Segment Start: Provided information

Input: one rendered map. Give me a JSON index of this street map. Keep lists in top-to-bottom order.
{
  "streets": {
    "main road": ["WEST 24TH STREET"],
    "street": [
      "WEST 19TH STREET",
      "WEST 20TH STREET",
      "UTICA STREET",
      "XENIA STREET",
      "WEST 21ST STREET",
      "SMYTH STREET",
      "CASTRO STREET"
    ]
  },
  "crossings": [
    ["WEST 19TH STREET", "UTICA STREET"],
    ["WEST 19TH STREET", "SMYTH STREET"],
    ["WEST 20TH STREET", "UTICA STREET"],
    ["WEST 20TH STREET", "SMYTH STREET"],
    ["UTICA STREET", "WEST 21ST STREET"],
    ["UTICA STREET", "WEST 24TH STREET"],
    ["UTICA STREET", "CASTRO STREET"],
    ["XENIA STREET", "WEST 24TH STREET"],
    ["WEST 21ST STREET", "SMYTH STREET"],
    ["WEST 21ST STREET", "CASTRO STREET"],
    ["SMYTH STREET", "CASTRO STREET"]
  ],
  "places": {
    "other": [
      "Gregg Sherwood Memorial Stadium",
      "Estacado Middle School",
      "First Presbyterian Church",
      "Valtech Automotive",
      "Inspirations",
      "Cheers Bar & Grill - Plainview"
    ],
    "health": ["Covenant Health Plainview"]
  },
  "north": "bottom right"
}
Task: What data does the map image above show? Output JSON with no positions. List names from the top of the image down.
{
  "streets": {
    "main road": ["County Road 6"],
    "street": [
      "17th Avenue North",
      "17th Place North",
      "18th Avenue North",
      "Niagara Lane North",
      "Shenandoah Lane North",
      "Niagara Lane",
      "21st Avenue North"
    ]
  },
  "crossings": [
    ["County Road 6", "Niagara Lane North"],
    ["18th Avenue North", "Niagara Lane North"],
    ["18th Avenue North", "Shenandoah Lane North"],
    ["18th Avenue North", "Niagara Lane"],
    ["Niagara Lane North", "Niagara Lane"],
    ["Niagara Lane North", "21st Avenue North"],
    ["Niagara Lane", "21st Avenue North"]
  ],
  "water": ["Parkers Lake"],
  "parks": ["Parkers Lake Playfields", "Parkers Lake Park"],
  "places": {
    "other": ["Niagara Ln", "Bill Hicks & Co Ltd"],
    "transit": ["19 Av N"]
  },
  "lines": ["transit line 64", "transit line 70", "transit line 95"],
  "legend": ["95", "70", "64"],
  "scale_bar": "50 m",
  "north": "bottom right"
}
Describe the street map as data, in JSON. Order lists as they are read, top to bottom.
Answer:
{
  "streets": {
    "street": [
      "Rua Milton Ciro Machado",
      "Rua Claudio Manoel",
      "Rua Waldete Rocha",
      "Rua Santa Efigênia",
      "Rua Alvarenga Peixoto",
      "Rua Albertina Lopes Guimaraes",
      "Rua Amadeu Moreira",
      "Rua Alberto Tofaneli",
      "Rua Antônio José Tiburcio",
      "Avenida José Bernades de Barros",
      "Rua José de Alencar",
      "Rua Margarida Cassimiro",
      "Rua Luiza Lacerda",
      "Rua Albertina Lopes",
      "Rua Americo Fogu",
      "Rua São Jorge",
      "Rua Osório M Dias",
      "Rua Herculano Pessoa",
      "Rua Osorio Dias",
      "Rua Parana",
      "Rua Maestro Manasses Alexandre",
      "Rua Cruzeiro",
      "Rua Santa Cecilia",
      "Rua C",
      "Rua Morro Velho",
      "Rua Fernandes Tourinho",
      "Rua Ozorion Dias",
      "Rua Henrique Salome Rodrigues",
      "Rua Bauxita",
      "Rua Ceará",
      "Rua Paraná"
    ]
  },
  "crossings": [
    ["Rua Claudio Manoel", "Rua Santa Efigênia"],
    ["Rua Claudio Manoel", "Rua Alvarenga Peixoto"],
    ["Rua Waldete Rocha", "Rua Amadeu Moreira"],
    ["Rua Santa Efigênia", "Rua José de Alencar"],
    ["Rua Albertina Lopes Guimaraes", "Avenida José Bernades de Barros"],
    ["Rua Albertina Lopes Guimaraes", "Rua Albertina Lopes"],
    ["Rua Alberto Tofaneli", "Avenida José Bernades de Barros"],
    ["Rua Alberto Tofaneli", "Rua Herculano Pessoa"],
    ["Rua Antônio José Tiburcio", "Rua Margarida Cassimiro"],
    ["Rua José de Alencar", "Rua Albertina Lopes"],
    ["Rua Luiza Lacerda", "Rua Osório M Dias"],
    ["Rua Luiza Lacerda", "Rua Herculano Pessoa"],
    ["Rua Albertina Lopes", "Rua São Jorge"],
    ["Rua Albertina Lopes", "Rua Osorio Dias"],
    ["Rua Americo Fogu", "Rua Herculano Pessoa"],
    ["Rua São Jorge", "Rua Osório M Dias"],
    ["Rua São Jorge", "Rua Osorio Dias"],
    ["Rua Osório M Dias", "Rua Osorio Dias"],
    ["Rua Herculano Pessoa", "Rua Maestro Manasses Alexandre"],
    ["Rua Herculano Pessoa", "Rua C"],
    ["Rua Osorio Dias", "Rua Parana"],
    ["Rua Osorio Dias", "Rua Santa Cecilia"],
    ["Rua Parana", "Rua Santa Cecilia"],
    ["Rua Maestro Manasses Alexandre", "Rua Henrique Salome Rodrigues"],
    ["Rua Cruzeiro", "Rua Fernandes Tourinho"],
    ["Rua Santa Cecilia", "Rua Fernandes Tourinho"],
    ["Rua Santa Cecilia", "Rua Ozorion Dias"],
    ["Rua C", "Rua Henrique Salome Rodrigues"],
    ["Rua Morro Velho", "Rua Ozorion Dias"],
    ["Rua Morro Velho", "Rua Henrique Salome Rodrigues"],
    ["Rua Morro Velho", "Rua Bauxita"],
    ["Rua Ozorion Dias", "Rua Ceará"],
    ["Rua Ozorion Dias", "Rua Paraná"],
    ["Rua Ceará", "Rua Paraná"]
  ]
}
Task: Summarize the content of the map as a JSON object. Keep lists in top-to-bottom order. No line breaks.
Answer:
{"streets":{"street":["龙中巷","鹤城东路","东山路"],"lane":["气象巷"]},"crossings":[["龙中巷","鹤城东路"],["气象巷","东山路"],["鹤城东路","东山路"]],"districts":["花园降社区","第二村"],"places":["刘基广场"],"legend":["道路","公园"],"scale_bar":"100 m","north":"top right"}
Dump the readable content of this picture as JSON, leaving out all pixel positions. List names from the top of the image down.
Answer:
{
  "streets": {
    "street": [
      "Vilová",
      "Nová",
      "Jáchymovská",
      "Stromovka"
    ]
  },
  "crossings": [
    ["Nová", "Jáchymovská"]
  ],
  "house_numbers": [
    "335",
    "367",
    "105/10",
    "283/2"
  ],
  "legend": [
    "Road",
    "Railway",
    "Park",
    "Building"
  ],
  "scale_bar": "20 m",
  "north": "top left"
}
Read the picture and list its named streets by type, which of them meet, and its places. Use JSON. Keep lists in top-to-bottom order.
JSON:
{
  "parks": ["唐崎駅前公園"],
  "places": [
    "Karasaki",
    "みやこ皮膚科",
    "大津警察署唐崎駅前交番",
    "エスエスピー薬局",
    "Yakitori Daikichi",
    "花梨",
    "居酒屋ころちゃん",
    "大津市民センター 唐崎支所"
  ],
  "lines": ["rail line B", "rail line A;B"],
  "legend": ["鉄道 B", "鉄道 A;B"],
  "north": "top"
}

Segment End: Provided information

Problem description: Hand back the whole listing, exactly as it is.

Response area:
Input: one rendered map. Give me a JSON index of this street map. Keep lists in top-to-bottom order.
{
  "streets": {
    "main road": ["WEST 24TH STREET"],
    "street": [
      "WEST 19TH STREET",
      "WEST 20TH STREET",
      "UTICA STREET",
      "XENIA STREET",
      "WEST 21ST STREET",
      "SMYTH STREET",
      "CASTRO STREET"
    ]
  },
  "crossings": [
    ["WEST 19TH STREET", "UTICA STREET"],
    ["WEST 19TH STREET", "SMYTH STREET"],
    ["WEST 20TH STREET", "UTICA STREET"],
    ["WEST 20TH STREET", "SMYTH STREET"],
    ["UTICA STREET", "WEST 21ST STREET"],
    ["UTICA STREET", "WEST 24TH STREET"],
    ["UTICA STREET", "CASTRO STREET"],
    ["XENIA STREET", "WEST 24TH STREET"],
    ["WEST 21ST STREET", "SMYTH STREET"],
    ["WEST 21ST STREET", "CASTRO STREET"],
    ["SMYTH STREET", "CASTRO STREET"]
  ],
  "places": {
    "other": [
      "Gregg Sherwood Memorial Stadium",
      "Estacado Middle School",
      "First Presbyterian Church",
      "Valtech Automotive",
      "Inspirations",
      "Cheers Bar & Grill - Plainview"
    ],
    "health": ["Covenant Health Plainview"]
  },
  "north": "bottom right"
}
Task: What data does the map image above show? Output JSON with no positions. List names from the top of the image down.
{
  "streets": {
    "main road": ["County Road 6"],
    "street": [
      "17th Avenue North",
      "17th Place North",
      "18th Avenue North",
      "Niagara Lane North",
      "Shenandoah Lane North",
      "Niagara Lane",
      "21st Avenue North"
    ]
  },
  "crossings": [
    ["County Road 6", "Niagara Lane North"],
    ["18th Avenue North", "Niagara Lane North"],
    ["18th Avenue North", "Shenandoah Lane North"],
    ["18th Avenue North", "Niagara Lane"],
    ["Niagara Lane North", "Niagara Lane"],
    ["Niagara Lane North", "21st Avenue North"],
    ["Niagara Lane", "21st Avenue North"]
  ],
  "water": ["Parkers Lake"],
  "parks": ["Parkers Lake Playfields", "Parkers Lake Park"],
  "places": {
    "other": ["Niagara Ln", "Bill Hicks & Co Ltd"],
    "transit": ["19 Av N"]
  },
  "lines": ["transit line 64", "transit line 70", "transit line 95"],
  "legend": ["95", "70", "64"],
  "scale_bar": "50 m",
  "north": "bottom right"
}
Describe the street map as data, in JSON. Order lists as they are read, top to bottom.
Answer:
{
  "streets": {
    "street": [
      "Rua Milton Ciro Machado",
      "Rua Claudio Manoel",
      "Rua Waldete Rocha",
      "Rua Santa Efigênia",
      "Rua Alvarenga Peixoto",
      "Rua Albertina Lopes Guimaraes",
      "Rua Amadeu Moreira",
      "Rua Alberto Tofaneli",
      "Rua Antônio José Tiburcio",
      "Avenida José Bernades de Barros",
      "Rua José de Alencar",
      "Rua Margarida Cassimiro",
      "Rua Luiza Lacerda",
      "Rua Albertina Lopes",
      "Rua Americo Fogu",
      "Rua São Jorge",
      "Rua Osório M Dias",
      "Rua Herculano Pessoa",
      "Rua Osorio Dias",
      "Rua Parana",
      "Rua Maestro Manasses Alexandre",
      "Rua Cruzeiro",
      "Rua Santa Cecilia",
      "Rua C",
      "Rua Morro Velho",
      "Rua Fernandes Tourinho",
      "Rua Ozorion Dias",
      "Rua Henrique Salome Rodrigues",
      "Rua Bauxita",
      "Rua Ceará",
      "Rua Paraná"
    ]
  },
  "crossings": [
    ["Rua Claudio Manoel", "Rua Santa Efigênia"],
    ["Rua Claudio Manoel", "Rua Alvarenga Peixoto"],
    ["Rua Waldete Rocha", "Rua Amadeu Moreira"],
    ["Rua Santa Efigênia", "Rua José de Alencar"],
    ["Rua Albertina Lopes Guimaraes", "Avenida José Bernades de Barros"],
    ["Rua Albertina Lopes Guimaraes", "Rua Albertina Lopes"],
    ["Rua Alberto Tofaneli", "Avenida José Bernades de Barros"],
    ["Rua Alberto Tofaneli", "Rua Herculano Pessoa"],
    ["Rua Antônio José Tiburcio", "Rua Margarida Cassimiro"],
    ["Rua José de Alencar", "Rua Albertina Lopes"],
    ["Rua Luiza Lacerda", "Rua Osório M Dias"],
    ["Rua Luiza Lacerda", "Rua Herculano Pessoa"],
    ["Rua Albertina Lopes", "Rua São Jorge"],
    ["Rua Albertina Lopes", "Rua Osorio Dias"],
    ["Rua Americo Fogu", "Rua Herculano Pessoa"],
    ["Rua São Jorge", "Rua Osório M Dias"],
    ["Rua São Jorge", "Rua Osorio Dias"],
    ["Rua Osório M Dias", "Rua Osorio Dias"],
    ["Rua Herculano Pessoa", "Rua Maestro Manasses Alexandre"],
    ["Rua Herculano Pessoa", "Rua C"],
    ["Rua Osorio Dias", "Rua Parana"],
    ["Rua Osorio Dias", "Rua Santa Cecilia"],
    ["Rua Parana", "Rua Santa Cecilia"],
    ["Rua Maestro Manasses Alexandre", "Rua Henrique Salome Rodrigues"],
    ["Rua Cruzeiro", "Rua Fernandes Tourinho"],
    ["Rua Santa Cecilia", "Rua Fernandes Tourinho"],
    ["Rua Santa Cecilia", "Rua Ozorion Dias"],
    ["Rua C", "Rua Henrique Salome Rodrigues"],
    ["Rua Morro Velho", "Rua Ozorion Dias"],
    ["Rua Morro Velho", "Rua Henrique Salome Rodrigues"],
    ["Rua Morro Velho", "Rua Bauxita"],
    ["Rua Ozorion Dias", "Rua Ceará"],
    ["Rua Ozorion Dias", "Rua Paraná"],
    ["Rua Ceará", "Rua Paraná"]
  ]
}
Task: Summarize the content of the map as a JSON object. Keep lists in top-to-bottom order. No line breaks.
Answer:
{"streets":{"street":["龙中巷","鹤城东路","东山路"],"lane":["气象巷"]},"crossings":[["龙中巷","鹤城东路"],["气象巷","东山路"],["鹤城东路","东山路"]],"districts":["花园降社区","第二村"],"places":["刘基广场"],"legend":["道路","公园"],"scale_bar":"100 m","north":"top right"}
Dump the readable content of this picture as JSON, leaving out all pixel positions. List names from the top of the image down.
Answer:
{
  "streets": {
    "street": [
      "Vilová",
      "Nová",
      "Jáchymovská",
      "Stromovka"
    ]
  },
  "crossings": [
    ["Nová", "Jáchymovská"]
  ],
  "house_numbers": [
    "335",
    "367",
    "105/10",
    "283/2"
  ],
  "legend": [
    "Road",
    "Railway",
    "Park",
    "Building"
  ],
  "scale_bar": "20 m",
  "north": "top left"
}
Read the picture and list its named streets by type, which of them meet, and its places. Use JSON. Keep lists in top-to-bottom order.
JSON:
{
  "parks": ["唐崎駅前公園"],
  "places": [
    "Karasaki",
    "みやこ皮膚科",
    "大津警察署唐崎駅前交番",
    "エスエスピー薬局",
    "Yakitori Daikichi",
    "花梨",
    "居酒屋ころちゃん",
    "大津市民センター 唐崎支所"
  ],
  "lines": ["rail line B", "rail line A;B"],
  "legend": ["鉄道 B", "鉄道 A;B"],
  "north": "top"
}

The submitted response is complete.